Em entrevista à Revista Atua, Hediene Zara conta suas vivências, trajetória, reservas, desvios e o que ainda vem pela frente, literalmente ‘rasgando’ o verbo a este jornalista que vos escreve quando perguntado se já galgou tudo o que queria nesta altura do campeonato. Aproveite a leitura, porque com ele lá vem ‘chumbo’ – de conhecimento.

Você se envereda na escrita há 18 anos, tem quatro livros publicados e vai lançar, ainda neste ano, uma coletânea de poesias, que estava engavetada, desde 2006. E o gosto por contar histórias e estórias através da escrita já é um pouco ‘antigo’, mas como profissão nasceu por meio da professora Maria Inês de Araújo Prado. Antes deste start, o que te atraiu e o levou a gostar de escrever?

R: Nasci rodeado por leitores. O destaque era o meu avô, Fiori. O italiano amava um debate político, era muito bem informado e espirituoso. Lá em casa, todo santo dia, aparecia O Estado de São Paulo. O pessoal lia e deixava de canto. Eu tinha uns cinco pra seis anos. Estava sendo alfabetizado com uma cartilha chamada “Caminho Suave”. Eu devorava os exercícios! Não era nenhum prodígio, porque a maioria dos meus colegas também fazia aquilo “com os pés nas costas”. Quando eu chegava da escola, corria direto pro Estadão. Era a minha segunda cartilha. Tentava ler sobre tudo, até altas horas da noite. Depois, é claro, fazia perguntas estapafúrdias: “Pai, o que é inflação?”; “Mãe, quem é Sarney?”; “União Soviética é aqui perto?”. Ficava curioso sobre como aquela enormidade de assuntos brotava no papel. Queria saber qual era a magia capaz de trazer, pra mesa da cozinha, fotos do outro lado do mundo. Esse fascínio me despertou para a escrita. No Ensino Fundamental foi que a Maria Inês Prado, professora de Redação, entrou na minha vida. Superou o mero ato de alfabetizar: fez um direcionamento vocacional. Foi a primeira pessoa a dizer, publicamente, que a atividade como escritor seria a minha profissão.

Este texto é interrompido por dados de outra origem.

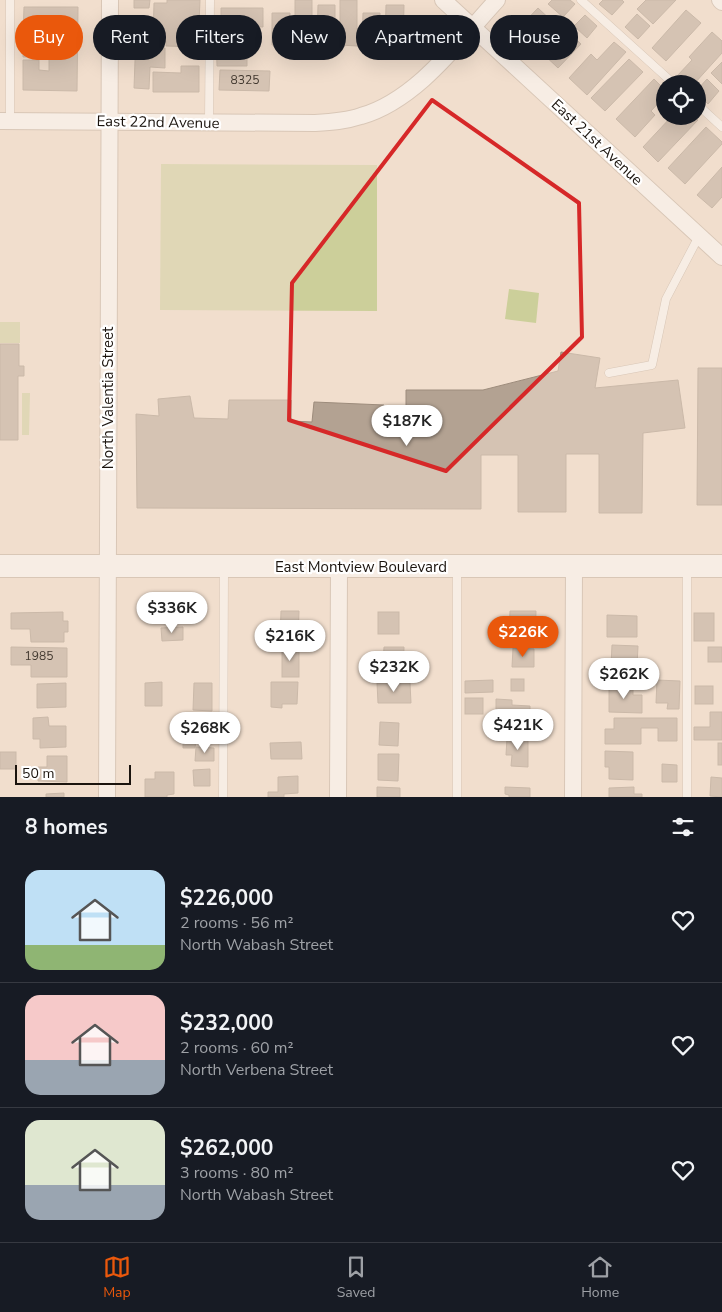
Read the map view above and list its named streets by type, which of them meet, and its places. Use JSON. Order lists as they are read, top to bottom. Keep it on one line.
{"streets":{"main road":["East Montview Boulevard"],"street":["East 22nd Avenue","East 21st Avenue","North Valentia Street"]},"crossings":[["East 22nd Avenue","North Valentia Street"],["North Valentia Street","East Montview Boulevard"]],"house_numbers":["8325","1985"],"scale_bar":"50 m","page":{"chip":["Buy","Rent","Filters","New","Apartment","House"],"price":["$187K","$336K","$226K","$216K","$232K","$262K","$421K","$268K"],"scale":"50 m","heading":"8 homes","list":[{"name":"$226,000","note":"2 rooms · 56 m² · North Wabash Street"},{"name":"$232,000","note":"2 rooms · 60 m² · North Verbena Street"},{"name":"$262,000","note":"3 rooms · 80 m² · North Wabash Street"}],"tabs":["Map","Saved","Home"]}}
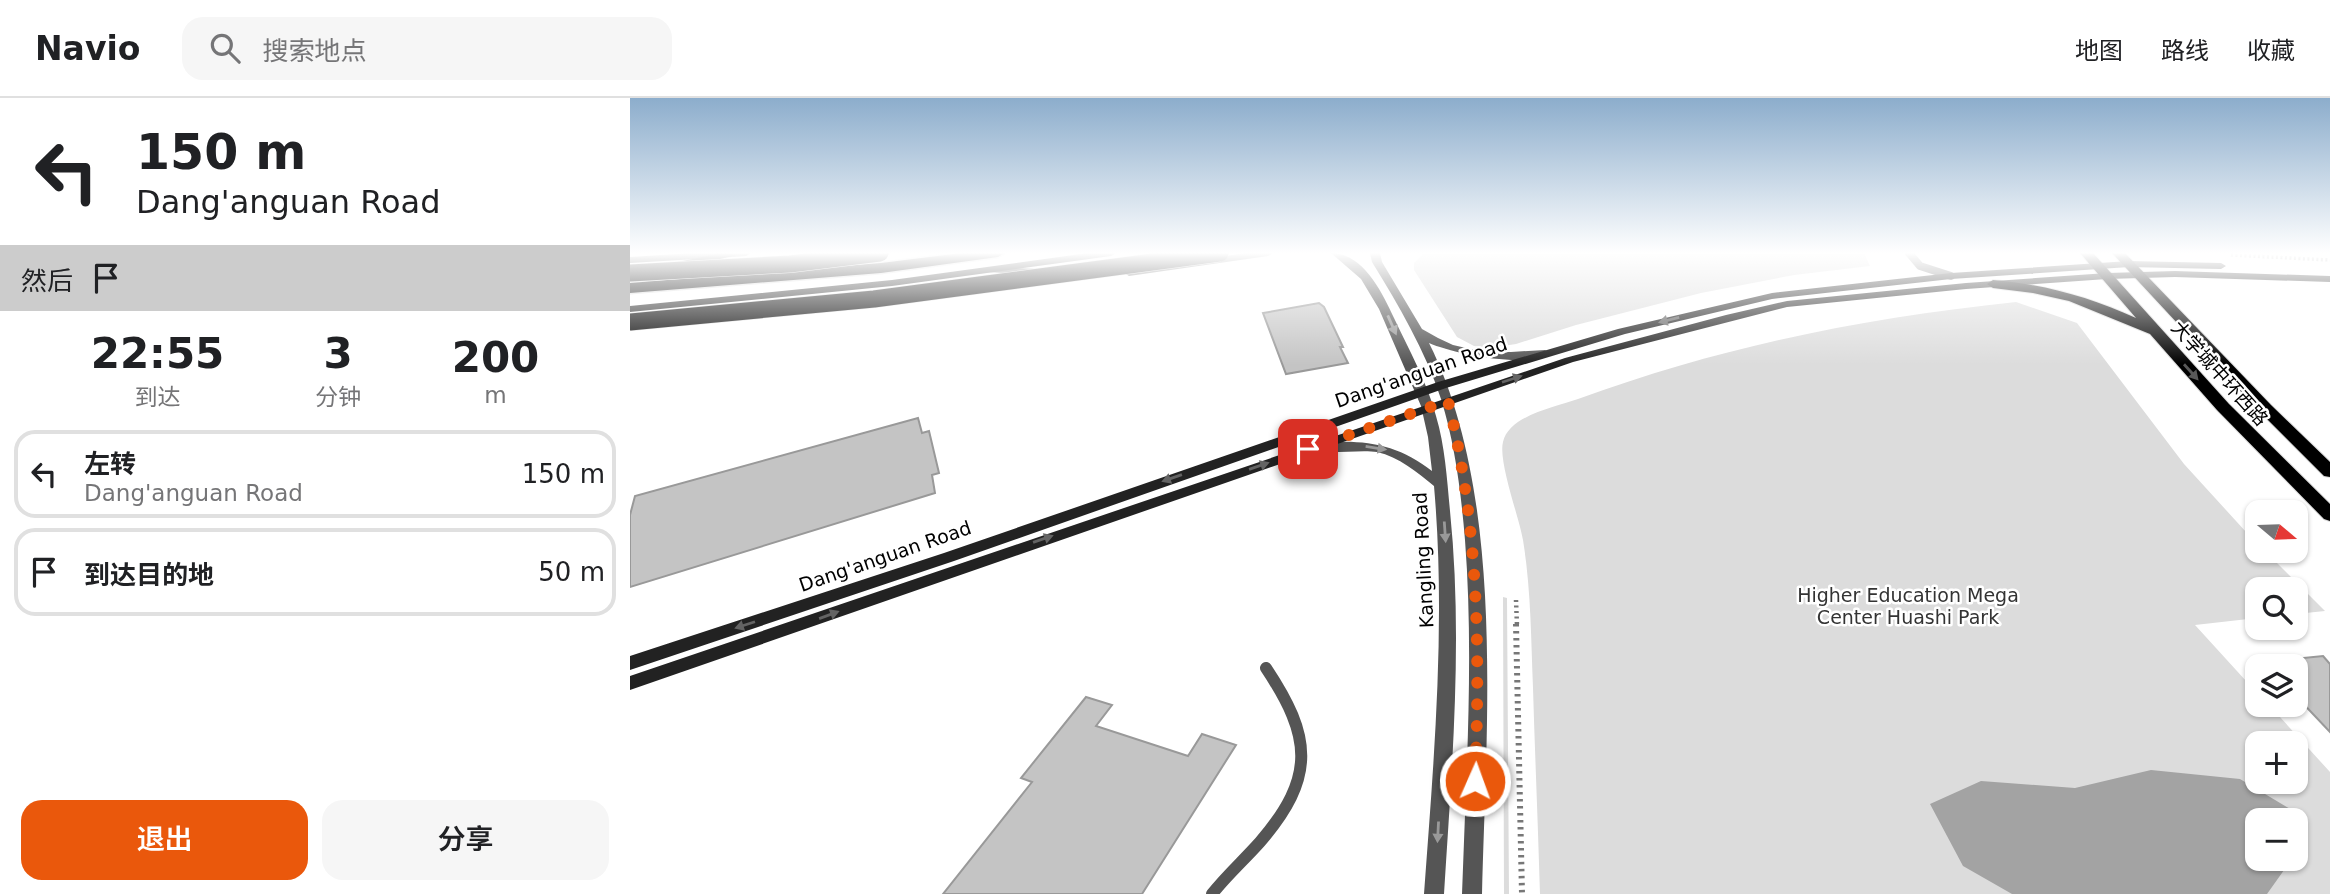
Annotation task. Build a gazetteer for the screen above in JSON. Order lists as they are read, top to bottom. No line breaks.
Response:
{"streets":{"main road":["Dang'anguan Road","大学城中环西路"],"street":["Kangling Road"]},"crossings":[["Dang'anguan Road","Kangling Road"]],"parks":["Higher Education Mega Center Huashi Park"],"north":"right","page":{"header":"Navio","search":"搜索地点","nav":["地图","路线","收藏"],"turn":["150 m","Dang'anguan Road"],"then":"然后","eta":["22:55","到达","3","分钟","200","m"],"list":[{"name":"左转","note":"Dang'anguan Road","value":"150 m"},{"name":"到达目的地","value":"50 m"}],"map_buttons":["+","−"],"buttons":["退出","分享"]}}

Durante algumas conversas com alguns ‘colegas’ em comum, a maioria – quase 100% – foi enfática em te classificar como um ‘cara’ muito inteligente. Mas alguns deles não deixaram de te considerar, às vezes, meio ‘arrogante’. Você concorda que isso já aconteceu ou acredita que pode ser apenas algum traço de sua personalidade? O que tem a dizer em relação a isso?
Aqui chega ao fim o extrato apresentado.